# WHAT YOU SHOULD DO
Exact reproduction of all the data is required, with pictures excluded.

* * * * * * * * *

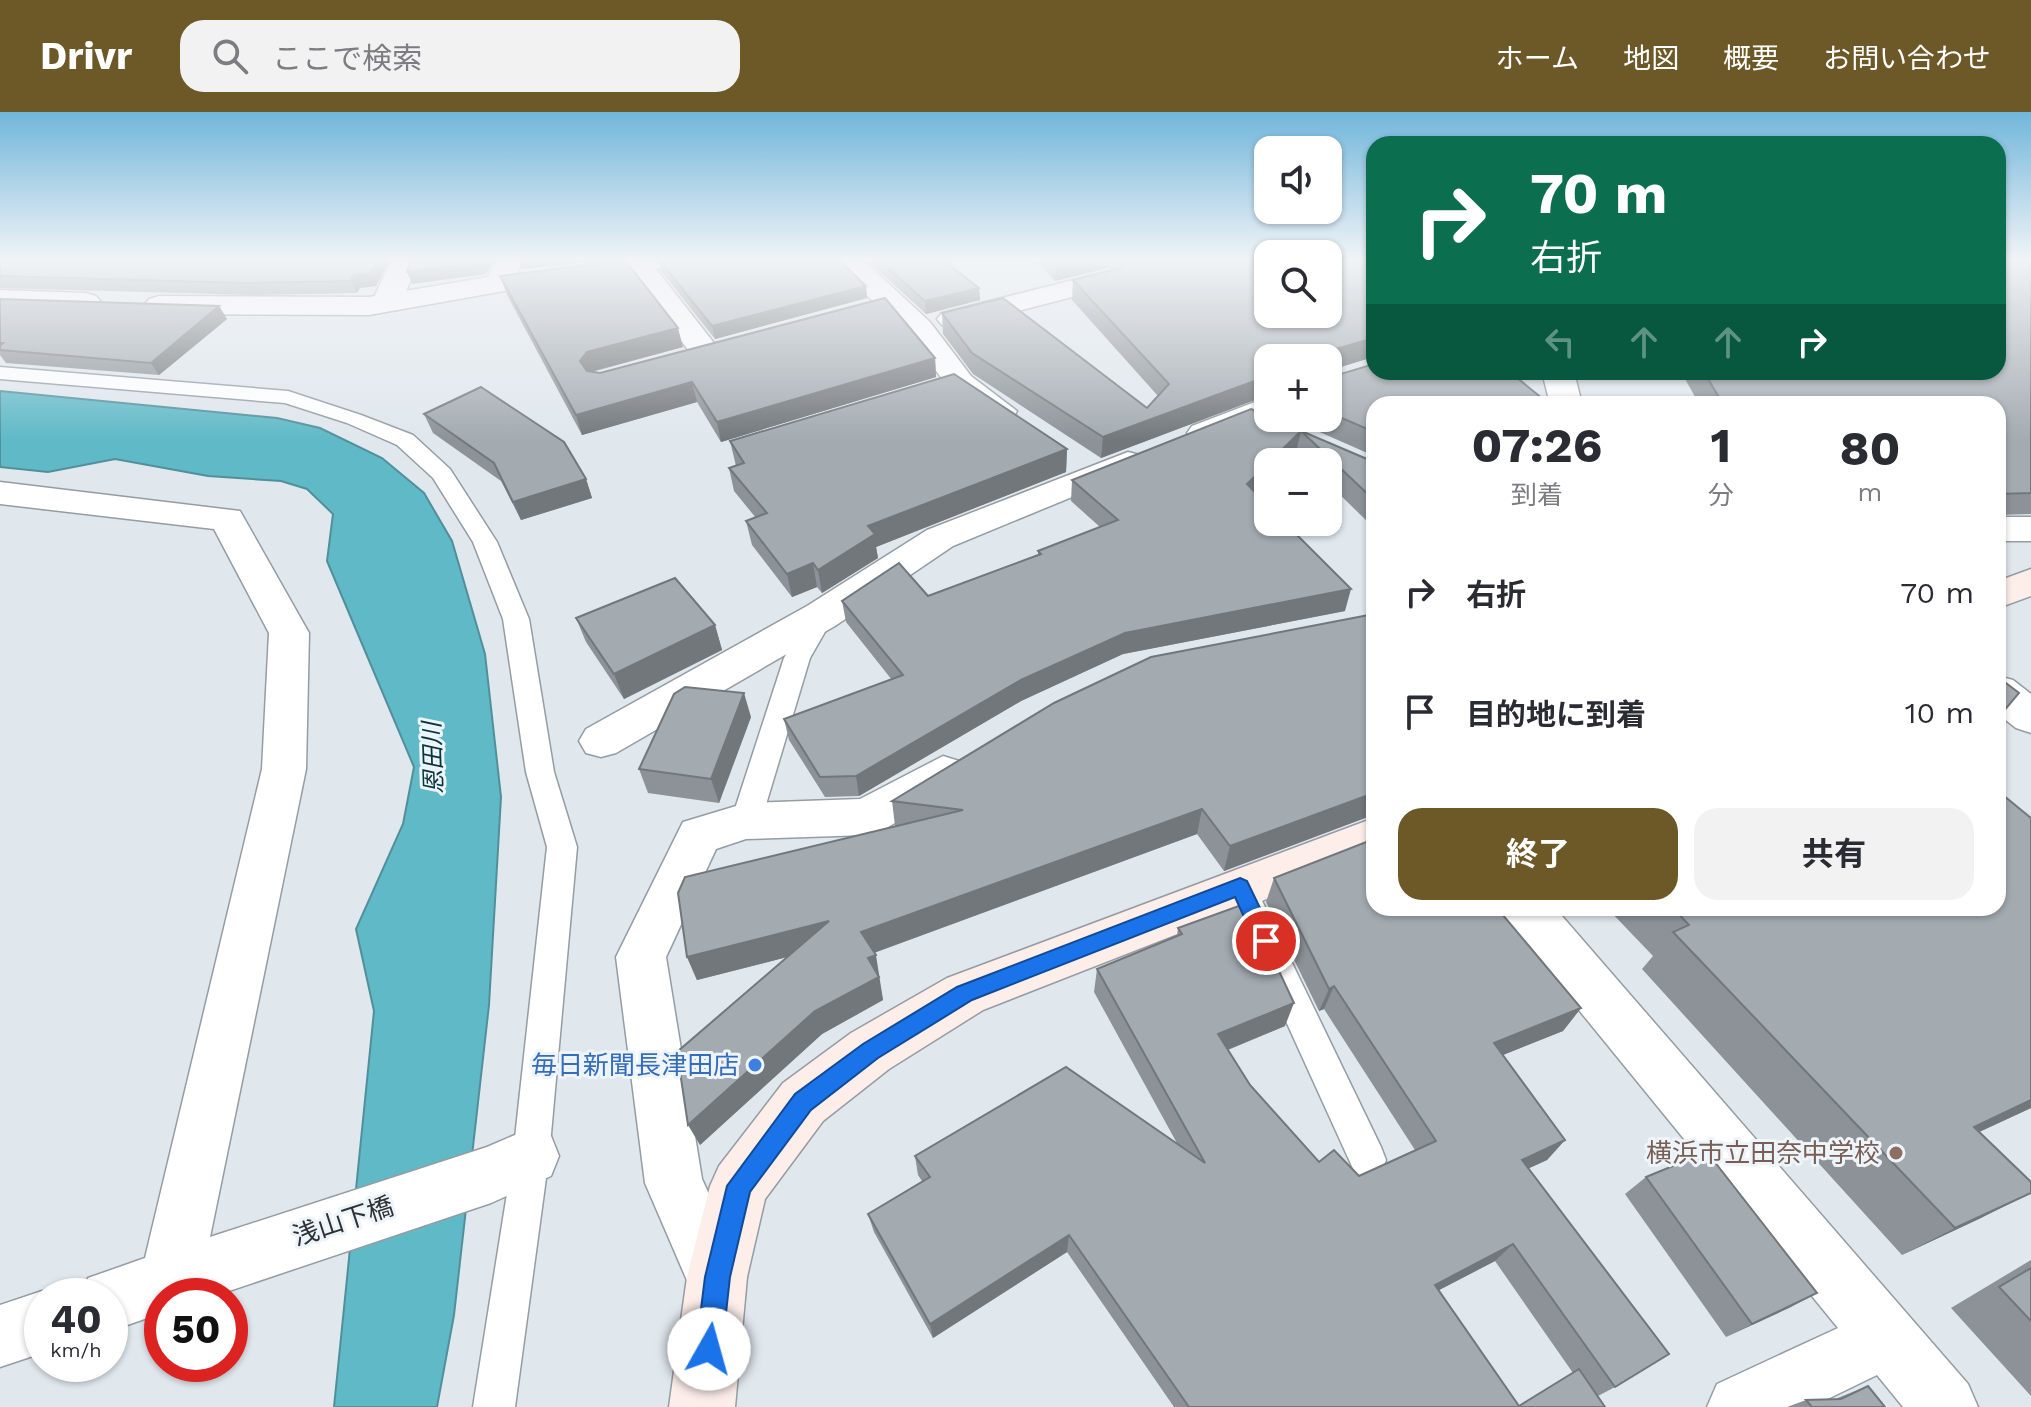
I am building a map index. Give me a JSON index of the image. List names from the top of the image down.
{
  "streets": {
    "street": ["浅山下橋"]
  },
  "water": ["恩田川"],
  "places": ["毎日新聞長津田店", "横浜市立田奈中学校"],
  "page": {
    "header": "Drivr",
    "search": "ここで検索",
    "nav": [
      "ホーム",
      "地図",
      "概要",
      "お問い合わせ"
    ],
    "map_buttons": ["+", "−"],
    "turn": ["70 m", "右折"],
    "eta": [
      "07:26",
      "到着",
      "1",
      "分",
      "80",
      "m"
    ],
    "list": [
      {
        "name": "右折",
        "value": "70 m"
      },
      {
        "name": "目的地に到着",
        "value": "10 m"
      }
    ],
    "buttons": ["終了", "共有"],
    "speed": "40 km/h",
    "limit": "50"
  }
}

* * * * * * * * *

# EXERCISE RESULT
I am building a map index. Give me a JSON index of the image. List names from the top of the image down.
{
  "streets": {
    "street": ["浅山下橋"]
  },
  "water": ["恩田川"],
  "places": ["毎日新聞長津田店", "横浜市立田奈中学校"],
  "page": {
    "header": "Drivr",
    "search": "ここで検索",
    "nav": [
      "ホーム",
      "地図",
      "概要",
      "お問い合わせ"
    ],
    "map_buttons": ["+", "−"],
    "turn": ["70 m", "右折"],
    "eta": [
      "07:26",
      "到着",
      "1",
      "分",
      "80",
      "m"
    ],
    "list": [
      {
        "name": "右折",
        "value": "70 m"
      },
      {
        "name": "目的地に到着",
        "value": "10 m"
      }
    ],
    "buttons": ["終了", "共有"],
    "speed": "40 km/h",
    "limit": "50"
  }
}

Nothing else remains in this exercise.